What is required :: Scan the entries for the word "forest" and return every line that has it.

(Dataset entries)
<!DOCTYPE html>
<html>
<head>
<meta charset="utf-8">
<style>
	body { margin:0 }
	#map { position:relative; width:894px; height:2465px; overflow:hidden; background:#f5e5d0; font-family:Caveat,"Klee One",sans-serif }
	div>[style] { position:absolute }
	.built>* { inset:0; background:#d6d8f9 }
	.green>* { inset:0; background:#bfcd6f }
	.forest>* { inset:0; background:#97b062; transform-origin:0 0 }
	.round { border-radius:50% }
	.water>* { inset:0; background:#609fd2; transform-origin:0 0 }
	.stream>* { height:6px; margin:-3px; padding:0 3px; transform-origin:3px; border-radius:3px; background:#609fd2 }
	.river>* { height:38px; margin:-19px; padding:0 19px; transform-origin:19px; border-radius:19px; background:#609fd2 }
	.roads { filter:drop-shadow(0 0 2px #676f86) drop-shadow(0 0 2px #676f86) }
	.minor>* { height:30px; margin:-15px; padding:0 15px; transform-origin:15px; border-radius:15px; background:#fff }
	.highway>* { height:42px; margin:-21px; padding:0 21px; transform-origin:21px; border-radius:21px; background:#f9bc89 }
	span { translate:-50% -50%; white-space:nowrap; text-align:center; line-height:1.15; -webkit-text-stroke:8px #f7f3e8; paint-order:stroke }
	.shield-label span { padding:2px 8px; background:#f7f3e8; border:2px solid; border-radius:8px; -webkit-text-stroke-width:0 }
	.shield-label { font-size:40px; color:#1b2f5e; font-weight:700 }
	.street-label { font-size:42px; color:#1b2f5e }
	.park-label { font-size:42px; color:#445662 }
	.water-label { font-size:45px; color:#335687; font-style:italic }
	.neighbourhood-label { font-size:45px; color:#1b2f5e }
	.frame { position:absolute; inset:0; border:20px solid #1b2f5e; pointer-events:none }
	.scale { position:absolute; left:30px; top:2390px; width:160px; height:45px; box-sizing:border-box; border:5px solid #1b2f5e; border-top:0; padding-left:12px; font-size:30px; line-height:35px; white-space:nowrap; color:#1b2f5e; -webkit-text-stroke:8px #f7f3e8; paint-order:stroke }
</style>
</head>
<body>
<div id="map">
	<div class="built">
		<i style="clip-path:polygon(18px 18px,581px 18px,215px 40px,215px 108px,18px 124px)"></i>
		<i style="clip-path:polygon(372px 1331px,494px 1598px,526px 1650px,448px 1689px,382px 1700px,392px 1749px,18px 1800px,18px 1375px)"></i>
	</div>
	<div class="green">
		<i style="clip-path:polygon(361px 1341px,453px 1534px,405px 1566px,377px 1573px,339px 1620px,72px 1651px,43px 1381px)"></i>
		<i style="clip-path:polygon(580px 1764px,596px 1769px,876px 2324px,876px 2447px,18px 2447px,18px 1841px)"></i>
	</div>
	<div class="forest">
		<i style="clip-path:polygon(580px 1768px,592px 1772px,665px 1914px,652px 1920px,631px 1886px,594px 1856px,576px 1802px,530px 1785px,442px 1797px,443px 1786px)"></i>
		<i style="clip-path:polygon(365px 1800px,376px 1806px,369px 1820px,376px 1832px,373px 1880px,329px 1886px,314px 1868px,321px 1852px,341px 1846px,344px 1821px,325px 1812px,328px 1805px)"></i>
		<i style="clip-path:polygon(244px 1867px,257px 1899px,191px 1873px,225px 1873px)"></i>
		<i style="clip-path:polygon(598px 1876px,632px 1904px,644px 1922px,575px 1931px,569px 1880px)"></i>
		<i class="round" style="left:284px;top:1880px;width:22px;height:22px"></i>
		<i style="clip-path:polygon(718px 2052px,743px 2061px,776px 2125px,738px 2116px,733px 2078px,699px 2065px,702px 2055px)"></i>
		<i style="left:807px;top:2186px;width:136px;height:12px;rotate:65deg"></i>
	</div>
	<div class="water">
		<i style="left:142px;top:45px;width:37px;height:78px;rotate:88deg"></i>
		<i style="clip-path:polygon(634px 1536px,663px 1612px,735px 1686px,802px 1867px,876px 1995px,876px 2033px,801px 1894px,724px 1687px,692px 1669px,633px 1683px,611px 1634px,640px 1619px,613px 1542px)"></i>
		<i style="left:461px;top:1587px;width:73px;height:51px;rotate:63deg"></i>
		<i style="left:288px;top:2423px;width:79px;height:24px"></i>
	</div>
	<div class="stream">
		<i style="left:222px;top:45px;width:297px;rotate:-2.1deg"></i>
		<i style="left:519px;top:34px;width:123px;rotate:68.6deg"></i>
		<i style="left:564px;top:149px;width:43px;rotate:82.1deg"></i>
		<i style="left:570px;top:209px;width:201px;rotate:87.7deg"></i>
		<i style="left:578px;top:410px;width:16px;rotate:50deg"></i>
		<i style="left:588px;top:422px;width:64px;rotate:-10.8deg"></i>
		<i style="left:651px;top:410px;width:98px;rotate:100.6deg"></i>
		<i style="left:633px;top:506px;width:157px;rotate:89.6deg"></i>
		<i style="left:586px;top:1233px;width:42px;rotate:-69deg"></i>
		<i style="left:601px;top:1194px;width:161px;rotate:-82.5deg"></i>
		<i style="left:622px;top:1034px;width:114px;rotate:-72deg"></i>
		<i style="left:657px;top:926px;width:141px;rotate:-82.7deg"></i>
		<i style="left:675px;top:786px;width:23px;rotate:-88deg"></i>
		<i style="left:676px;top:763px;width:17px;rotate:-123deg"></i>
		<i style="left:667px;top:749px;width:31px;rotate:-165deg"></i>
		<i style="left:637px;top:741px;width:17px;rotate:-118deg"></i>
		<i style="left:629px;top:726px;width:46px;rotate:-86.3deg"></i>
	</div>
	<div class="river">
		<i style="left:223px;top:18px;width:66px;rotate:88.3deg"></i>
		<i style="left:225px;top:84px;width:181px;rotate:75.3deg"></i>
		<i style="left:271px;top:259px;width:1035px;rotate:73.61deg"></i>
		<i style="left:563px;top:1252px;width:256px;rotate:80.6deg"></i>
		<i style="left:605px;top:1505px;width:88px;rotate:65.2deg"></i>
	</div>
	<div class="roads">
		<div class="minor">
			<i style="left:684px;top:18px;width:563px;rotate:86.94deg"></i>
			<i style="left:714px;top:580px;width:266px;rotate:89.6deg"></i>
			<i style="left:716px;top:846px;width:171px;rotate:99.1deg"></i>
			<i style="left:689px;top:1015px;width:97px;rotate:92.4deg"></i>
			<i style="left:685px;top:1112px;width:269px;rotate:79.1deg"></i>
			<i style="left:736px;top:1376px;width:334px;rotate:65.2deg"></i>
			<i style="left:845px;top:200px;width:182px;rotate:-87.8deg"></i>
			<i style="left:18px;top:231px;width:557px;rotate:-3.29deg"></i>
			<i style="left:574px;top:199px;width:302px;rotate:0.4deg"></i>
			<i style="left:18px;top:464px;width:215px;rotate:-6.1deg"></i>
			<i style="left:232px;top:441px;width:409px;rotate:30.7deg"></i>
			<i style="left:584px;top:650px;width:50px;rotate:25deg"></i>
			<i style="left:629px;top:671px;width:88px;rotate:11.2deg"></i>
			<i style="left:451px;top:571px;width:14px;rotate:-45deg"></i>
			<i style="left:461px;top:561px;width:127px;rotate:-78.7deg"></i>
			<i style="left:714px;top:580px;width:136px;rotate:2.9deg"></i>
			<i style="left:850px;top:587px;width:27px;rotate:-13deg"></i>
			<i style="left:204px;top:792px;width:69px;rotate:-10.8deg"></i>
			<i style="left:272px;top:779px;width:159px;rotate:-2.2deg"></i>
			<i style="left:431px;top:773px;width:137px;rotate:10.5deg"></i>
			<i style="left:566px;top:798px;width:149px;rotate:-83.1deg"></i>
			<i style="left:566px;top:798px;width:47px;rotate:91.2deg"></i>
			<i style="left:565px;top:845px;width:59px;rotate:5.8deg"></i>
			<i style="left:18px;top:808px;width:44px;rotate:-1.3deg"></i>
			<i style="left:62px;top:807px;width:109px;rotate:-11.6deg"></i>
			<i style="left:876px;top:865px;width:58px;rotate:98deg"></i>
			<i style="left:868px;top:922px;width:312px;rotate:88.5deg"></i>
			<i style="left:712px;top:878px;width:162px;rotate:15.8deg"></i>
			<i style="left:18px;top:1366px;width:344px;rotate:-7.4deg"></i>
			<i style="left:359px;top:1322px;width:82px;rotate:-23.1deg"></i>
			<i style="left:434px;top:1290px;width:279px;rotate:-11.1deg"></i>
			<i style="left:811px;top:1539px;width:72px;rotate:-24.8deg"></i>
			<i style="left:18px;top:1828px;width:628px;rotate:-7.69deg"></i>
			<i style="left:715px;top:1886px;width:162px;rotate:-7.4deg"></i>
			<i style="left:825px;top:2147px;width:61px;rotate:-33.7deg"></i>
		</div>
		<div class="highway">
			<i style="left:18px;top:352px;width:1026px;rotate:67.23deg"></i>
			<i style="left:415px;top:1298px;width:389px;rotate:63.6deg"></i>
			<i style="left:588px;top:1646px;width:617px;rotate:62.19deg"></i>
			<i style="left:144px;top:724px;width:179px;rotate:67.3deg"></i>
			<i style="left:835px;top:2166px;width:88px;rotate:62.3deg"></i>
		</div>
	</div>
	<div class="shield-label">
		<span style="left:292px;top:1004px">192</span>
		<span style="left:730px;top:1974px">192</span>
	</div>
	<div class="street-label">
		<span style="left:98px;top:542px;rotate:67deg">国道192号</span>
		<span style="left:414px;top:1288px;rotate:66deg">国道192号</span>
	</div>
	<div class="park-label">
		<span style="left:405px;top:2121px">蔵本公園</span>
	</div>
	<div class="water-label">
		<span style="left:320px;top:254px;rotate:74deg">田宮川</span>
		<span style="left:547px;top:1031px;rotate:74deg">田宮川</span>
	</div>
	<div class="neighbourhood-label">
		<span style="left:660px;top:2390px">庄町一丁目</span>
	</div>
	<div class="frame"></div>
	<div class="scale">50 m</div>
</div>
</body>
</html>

* * *

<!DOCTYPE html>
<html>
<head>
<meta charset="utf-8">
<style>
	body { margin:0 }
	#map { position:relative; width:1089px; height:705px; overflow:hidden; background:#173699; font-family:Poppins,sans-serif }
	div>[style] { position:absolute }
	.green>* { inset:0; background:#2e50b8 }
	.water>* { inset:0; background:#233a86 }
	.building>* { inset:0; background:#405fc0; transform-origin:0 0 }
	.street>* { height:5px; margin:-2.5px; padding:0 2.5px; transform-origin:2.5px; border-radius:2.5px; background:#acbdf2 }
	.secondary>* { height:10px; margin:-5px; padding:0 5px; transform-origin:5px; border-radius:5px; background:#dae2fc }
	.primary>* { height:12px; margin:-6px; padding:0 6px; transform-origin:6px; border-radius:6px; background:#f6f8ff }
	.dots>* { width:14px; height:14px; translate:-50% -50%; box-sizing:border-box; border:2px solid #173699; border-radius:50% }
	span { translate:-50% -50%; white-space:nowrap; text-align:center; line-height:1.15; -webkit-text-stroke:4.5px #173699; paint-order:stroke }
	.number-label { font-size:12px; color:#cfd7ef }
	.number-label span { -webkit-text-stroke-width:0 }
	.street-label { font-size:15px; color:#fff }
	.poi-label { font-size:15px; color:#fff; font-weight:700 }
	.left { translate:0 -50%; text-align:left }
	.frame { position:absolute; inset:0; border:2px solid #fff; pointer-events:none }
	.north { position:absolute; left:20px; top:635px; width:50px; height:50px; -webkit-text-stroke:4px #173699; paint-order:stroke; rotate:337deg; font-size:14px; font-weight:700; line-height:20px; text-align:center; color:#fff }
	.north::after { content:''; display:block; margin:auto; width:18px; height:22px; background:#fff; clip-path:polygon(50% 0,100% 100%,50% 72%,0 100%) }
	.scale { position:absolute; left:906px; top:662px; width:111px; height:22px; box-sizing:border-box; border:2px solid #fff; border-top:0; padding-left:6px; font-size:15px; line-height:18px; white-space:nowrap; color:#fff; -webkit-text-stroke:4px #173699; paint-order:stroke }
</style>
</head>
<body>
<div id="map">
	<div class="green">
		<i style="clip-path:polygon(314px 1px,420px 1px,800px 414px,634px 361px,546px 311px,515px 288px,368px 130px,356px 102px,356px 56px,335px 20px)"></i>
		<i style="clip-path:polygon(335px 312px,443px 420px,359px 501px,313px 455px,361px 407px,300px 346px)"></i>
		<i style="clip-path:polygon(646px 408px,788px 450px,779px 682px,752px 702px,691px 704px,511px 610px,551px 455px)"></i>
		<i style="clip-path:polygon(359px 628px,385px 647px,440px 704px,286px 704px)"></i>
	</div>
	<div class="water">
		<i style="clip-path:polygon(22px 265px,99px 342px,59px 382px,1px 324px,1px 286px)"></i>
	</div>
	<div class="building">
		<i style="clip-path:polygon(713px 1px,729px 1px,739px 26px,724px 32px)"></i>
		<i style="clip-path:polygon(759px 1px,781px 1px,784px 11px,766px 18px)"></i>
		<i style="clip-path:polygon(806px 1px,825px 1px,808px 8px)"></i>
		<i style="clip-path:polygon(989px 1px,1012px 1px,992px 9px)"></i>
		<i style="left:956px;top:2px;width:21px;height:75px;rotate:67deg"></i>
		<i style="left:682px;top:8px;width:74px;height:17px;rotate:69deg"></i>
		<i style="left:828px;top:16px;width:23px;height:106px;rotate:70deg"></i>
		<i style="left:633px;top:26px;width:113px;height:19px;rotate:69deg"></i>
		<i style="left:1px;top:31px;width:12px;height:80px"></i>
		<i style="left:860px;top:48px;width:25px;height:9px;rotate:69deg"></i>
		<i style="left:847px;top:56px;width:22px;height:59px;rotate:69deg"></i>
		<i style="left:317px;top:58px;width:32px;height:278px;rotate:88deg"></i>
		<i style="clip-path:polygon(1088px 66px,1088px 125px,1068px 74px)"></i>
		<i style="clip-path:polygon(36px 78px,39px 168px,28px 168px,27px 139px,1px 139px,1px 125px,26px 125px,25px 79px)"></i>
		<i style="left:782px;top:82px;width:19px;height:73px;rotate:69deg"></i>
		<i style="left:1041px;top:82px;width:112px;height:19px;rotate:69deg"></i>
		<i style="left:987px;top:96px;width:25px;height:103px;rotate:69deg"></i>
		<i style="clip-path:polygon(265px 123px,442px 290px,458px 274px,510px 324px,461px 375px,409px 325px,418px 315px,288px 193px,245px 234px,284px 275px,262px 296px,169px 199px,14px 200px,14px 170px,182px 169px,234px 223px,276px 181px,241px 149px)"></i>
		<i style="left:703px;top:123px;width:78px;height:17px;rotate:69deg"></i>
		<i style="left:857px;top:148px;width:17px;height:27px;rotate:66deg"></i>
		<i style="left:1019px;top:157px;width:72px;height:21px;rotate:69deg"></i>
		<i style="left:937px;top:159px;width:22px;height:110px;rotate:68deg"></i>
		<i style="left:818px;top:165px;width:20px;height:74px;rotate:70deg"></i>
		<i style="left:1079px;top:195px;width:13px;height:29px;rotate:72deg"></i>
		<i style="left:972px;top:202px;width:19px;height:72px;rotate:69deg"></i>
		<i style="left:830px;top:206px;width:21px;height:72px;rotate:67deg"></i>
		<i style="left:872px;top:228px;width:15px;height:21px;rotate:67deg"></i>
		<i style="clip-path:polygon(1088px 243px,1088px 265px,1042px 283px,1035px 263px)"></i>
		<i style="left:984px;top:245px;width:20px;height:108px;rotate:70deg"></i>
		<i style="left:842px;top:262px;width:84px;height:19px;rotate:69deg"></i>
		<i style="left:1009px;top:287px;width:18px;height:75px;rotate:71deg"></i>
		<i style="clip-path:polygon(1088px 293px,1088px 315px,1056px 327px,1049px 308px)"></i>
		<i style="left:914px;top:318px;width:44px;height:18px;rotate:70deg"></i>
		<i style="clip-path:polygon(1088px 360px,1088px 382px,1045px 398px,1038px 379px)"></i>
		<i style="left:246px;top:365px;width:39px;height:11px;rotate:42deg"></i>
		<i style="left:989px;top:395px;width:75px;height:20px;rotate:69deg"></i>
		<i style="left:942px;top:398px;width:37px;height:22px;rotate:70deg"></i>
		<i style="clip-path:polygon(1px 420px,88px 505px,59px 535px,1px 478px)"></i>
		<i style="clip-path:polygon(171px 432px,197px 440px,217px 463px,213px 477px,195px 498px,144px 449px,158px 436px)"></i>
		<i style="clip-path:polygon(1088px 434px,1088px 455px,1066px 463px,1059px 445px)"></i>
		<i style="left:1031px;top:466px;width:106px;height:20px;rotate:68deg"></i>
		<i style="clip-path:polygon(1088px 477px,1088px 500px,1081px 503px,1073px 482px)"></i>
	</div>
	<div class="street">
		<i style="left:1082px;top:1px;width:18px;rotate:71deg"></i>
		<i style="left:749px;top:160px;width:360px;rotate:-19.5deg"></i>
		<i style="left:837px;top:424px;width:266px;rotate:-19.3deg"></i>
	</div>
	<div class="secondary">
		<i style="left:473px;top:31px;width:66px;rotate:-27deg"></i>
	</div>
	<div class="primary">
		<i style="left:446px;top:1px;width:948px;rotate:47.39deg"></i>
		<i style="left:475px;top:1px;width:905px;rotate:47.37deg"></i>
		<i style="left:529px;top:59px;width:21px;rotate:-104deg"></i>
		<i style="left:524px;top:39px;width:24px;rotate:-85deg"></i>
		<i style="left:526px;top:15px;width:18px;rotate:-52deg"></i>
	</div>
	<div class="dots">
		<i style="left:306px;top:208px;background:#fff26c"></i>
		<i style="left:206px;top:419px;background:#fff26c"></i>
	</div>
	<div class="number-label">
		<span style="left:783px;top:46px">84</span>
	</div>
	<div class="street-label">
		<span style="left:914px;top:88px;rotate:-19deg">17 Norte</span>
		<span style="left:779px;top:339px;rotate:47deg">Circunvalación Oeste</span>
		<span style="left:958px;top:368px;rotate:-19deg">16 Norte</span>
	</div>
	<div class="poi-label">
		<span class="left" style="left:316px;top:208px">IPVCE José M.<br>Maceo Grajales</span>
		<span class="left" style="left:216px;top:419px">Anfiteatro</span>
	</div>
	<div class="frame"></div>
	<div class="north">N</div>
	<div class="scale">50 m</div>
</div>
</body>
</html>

Solution for this problem ::
	.forest>* { inset:0; background:#97b062; transform-origin:0 0 }
	<div class="forest">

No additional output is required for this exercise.